In quanto umani, l’evoluzione ci ha equipaggiati per mangiare carne, lasciandoci però ampia facoltà di deciderne la quantità; in quanto mammiferi, invece, abbiamo ereditato un retaggio più antico e inflessibile: il latte. Possiamo dire che il latte materno sia l’unico cibo che l’evoluzione abbia deciso di farci consumare, benché la prescrizione si scontri con un paradosso: due terzi degli adulti non possono bere latte, perché intolleranti al lattosio. È quanto meno singolare che la maggior parte degli adulti non sia in grado di digerire questo cibo «ancestrale». La spiegazione è semplice: i neonati producono un enzima chiamato lattasi che consente di digerire il lattosio, ma tale enzima in genere si disattiva con la maturità.

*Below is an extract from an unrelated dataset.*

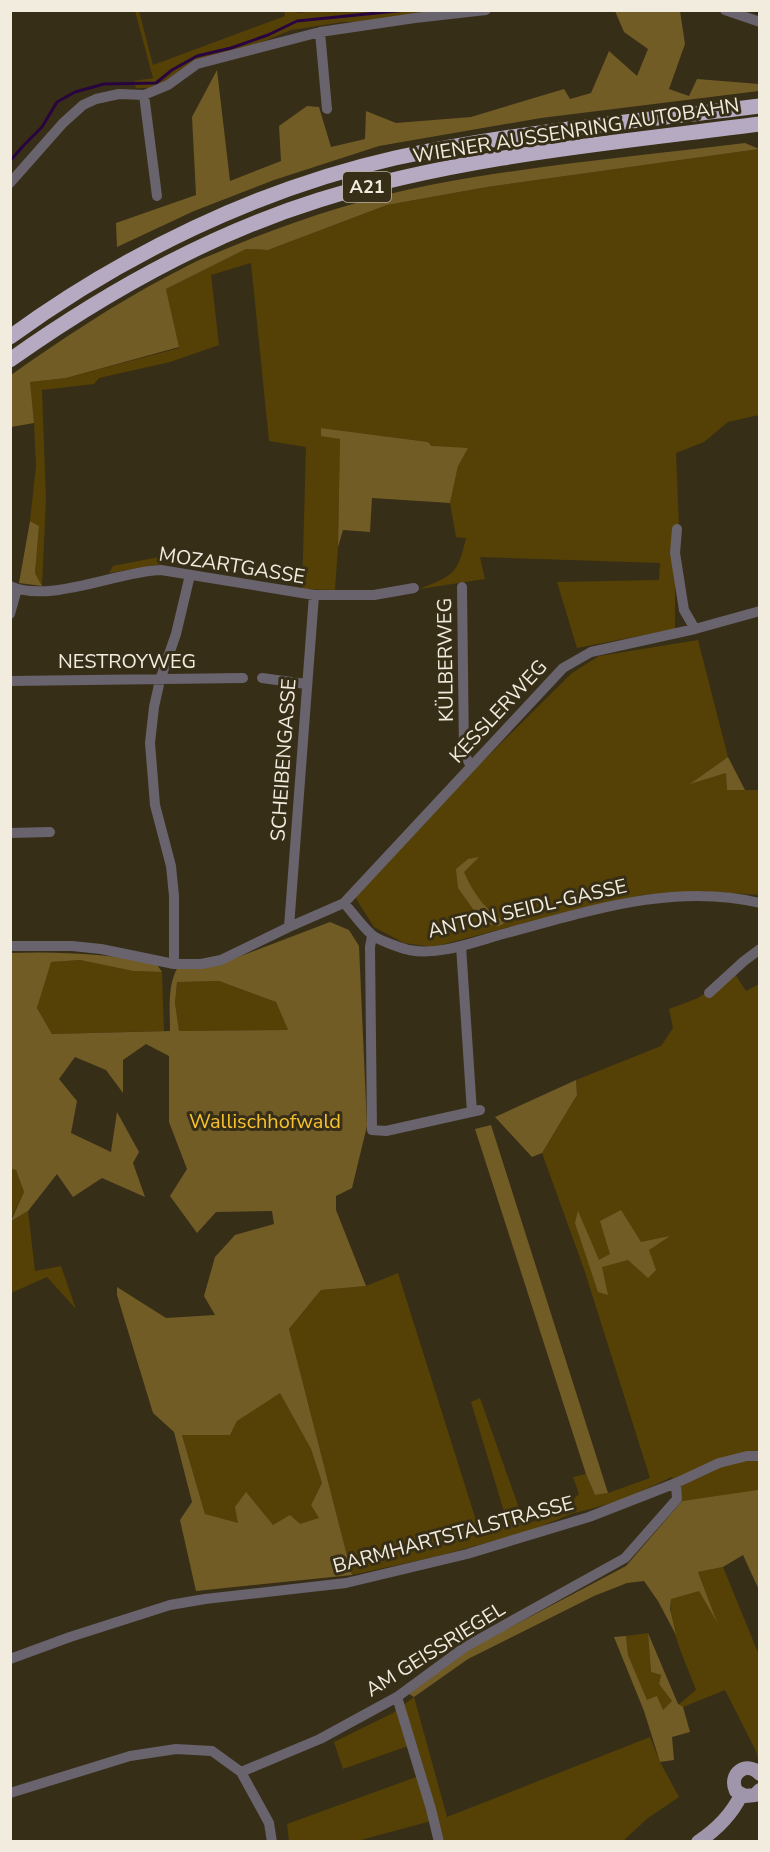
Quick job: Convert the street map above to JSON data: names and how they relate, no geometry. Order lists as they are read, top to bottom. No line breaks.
{"streets":{"highway":["WIENER AUSSENRING AUTOBAHN","A21"],"street":["MOZARTGASSE","KÜLBERWEG","NESTROYWEG","KESSLERWEG","SCHEIBENGASSE","ANTON SEIDL-GASSE","BARMHARTSTALSTRASSE","AM GEISSRIEGEL"]},"crossings":[["MOZARTGASSE","SCHEIBENGASSE"],["KÜLBERWEG","KESSLERWEG"],["KESSLERWEG","ANTON SEIDL-GASSE"],["BARMHARTSTALSTRASSE","AM GEISSRIEGEL"]],"parks":["Wallischhofwald"]}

Ci sono due alternative per ovviare al problema: la prima, inventata in Anatolia 10 mila anni fa, quando i primi contadini iniziarono a produrre latticini, consiste nell’aspettare che i batteri consumino il lattosio, trasformando il latte in caglio, formaggio e yoghurt. I discendenti di quei primi agricoltori, che ancora oggi vivono in Anatolia, sono comunque intolleranti al lattosio. La seconda scappatoia, che consente alle persone di mangiare latticini e bere latte, ce l’ha fornita l’evoluzione stessa: 7 mila anni fa si verificò, in alcuni gruppi di contadini nell’Europa centrale, una mutazione genetica per cui l’enzima della lattasi non si disattivava al termine dell’infanzia. Gli individui portatori di quella mutazione a favore della persistenza della lattasi erano quindi in grado di bere latte senza problemi.

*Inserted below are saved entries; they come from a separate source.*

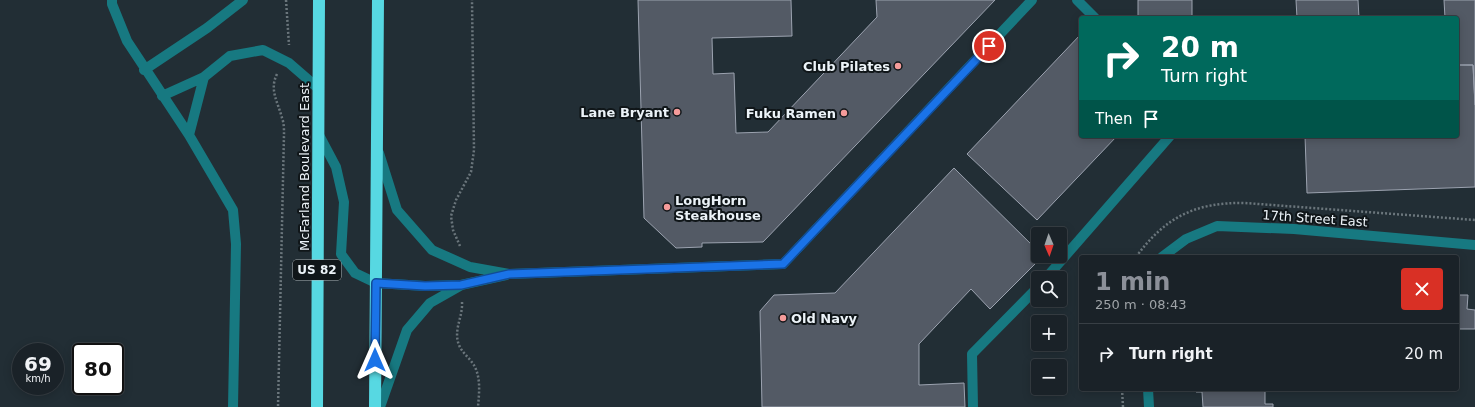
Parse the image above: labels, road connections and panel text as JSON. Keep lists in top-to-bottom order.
{
  "streets": {
    "highway": ["McFarland Boulevard East", "US 82"],
    "street": ["17th Street East"]
  },
  "places": [
    "Club Pilates",
    "Lane Bryant",
    "Fuku Ramen",
    "LongHorn Steakhouse",
    "Old Navy"
  ],
  "north": "bottom",
  "page": {
    "turn": ["20 m", "Turn right"],
    "then": "Then",
    "map_buttons": ["+", "−"],
    "heading": ["1 min", "250 m · 08:43"],
    "list": [
      {
        "name": "Turn right",
        "value": "20 m"
      }
    ],
    "speed": "69 km/h",
    "limit": "80"
  }
}
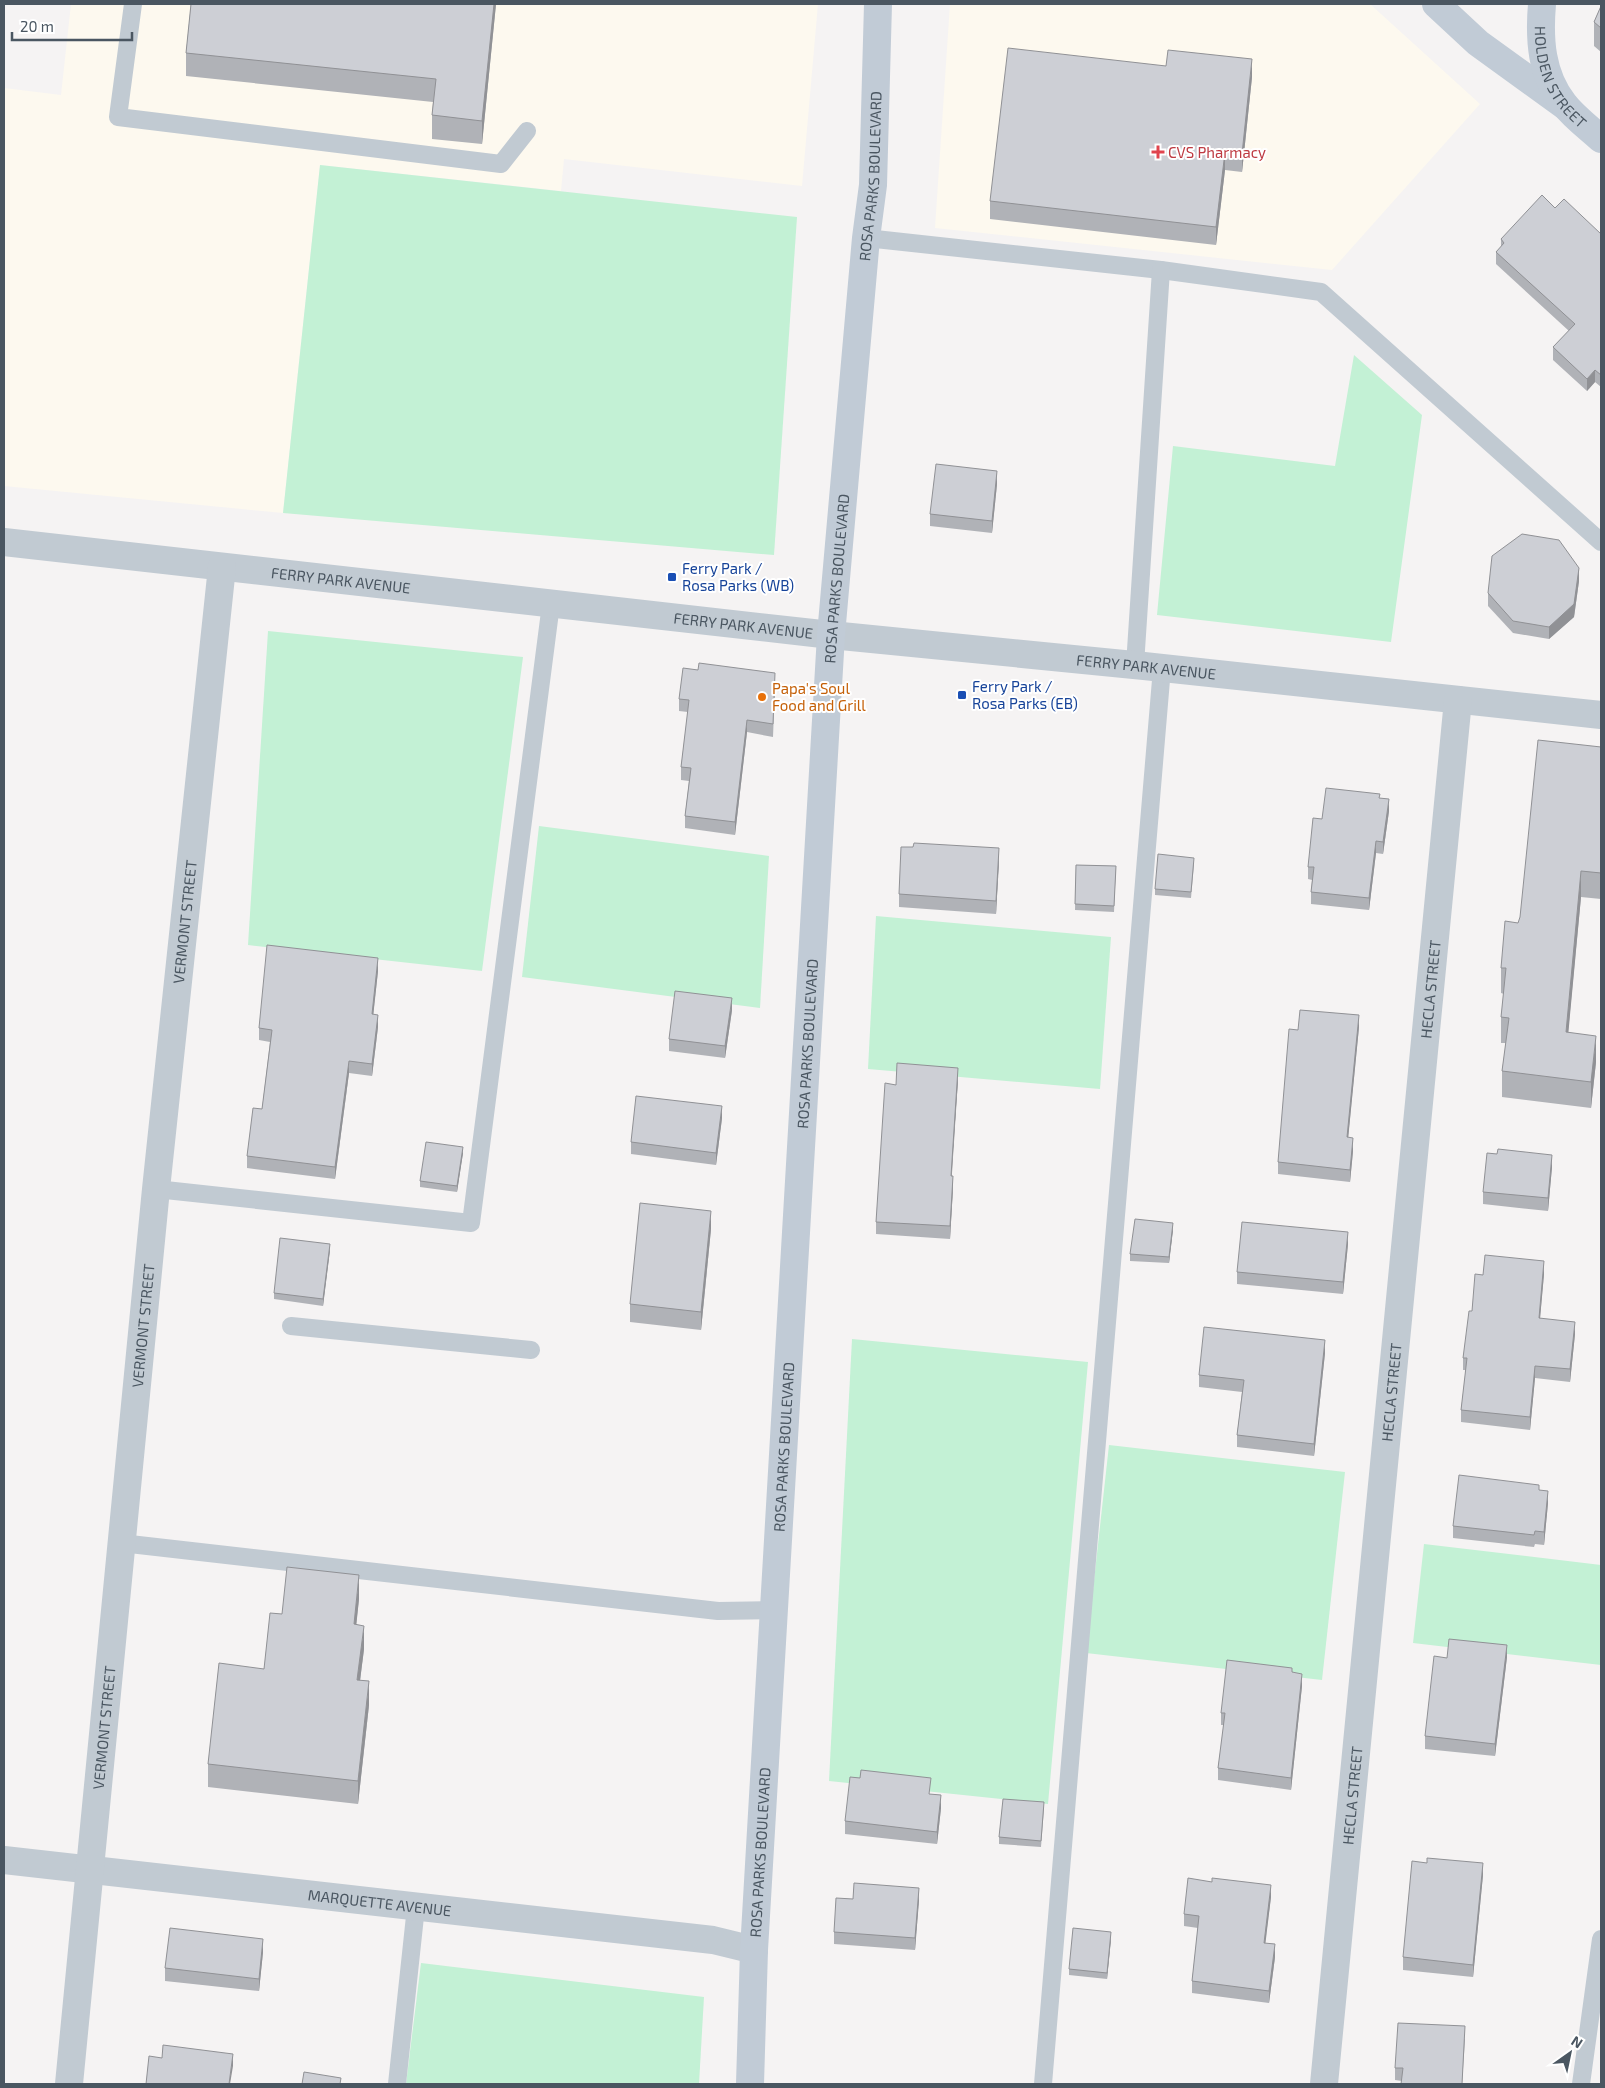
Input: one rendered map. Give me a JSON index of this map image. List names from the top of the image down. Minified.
{"streets":{"street":["HOLDEN STREET","ROSA PARKS BOULEVARD","FERRY PARK AVENUE","VERMONT STREET","HECLA STREET","MARQUETTE AVENUE"]},"crossings":[["ROSA PARKS BOULEVARD","FERRY PARK AVENUE"],["ROSA PARKS BOULEVARD","MARQUETTE AVENUE"],["FERRY PARK AVENUE","VERMONT STREET"],["FERRY PARK AVENUE","HECLA STREET"],["VERMONT STREET","MARQUETTE AVENUE"]],"places":{"health":["CVS Pharmacy"],"transit":["Ferry Park / Rosa Parks (WB)","Ferry Park / Rosa Parks (EB)"],"other":["Papa's Soul Food and Grill"]},"scale_bar":"20 m","north":"top right"}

La mutazione si è rivelata di tale vantaggio che i portatori si sono moltiplicati tra i coltivatori, man mano che si espandevano attraverso l’Europa settentrionale, determinando l’evento evoluzionistico di più rapida diffusione nella storia della nostra specie. Oggi il 90% degli abitanti del Nord Europa, e un’analoga maggioranza in Nord America, di discendenza europea, è capace di tollerare il lattosio anche in età adulta. E si sono registrate anche altre mutazioni di effetto simile, con un’evoluzione indipendente, nelle diverse culture nelle quali sono presenti produzioni casearie: nell’Africa occidentale e orientale, in Pakistan e Arabia Saudita, dove si beve latte di cammello.
Tutto ciò che mangiamo è frutto di un’evoluzione, ma, come testimoniato in modo diverso dalla carne e dal latte, non si tratta quasi mai di proibizioni: la biologia ci fornisce tutti gli ingredienti possibili per la nostra dieta e poi la cultura scrive il menù.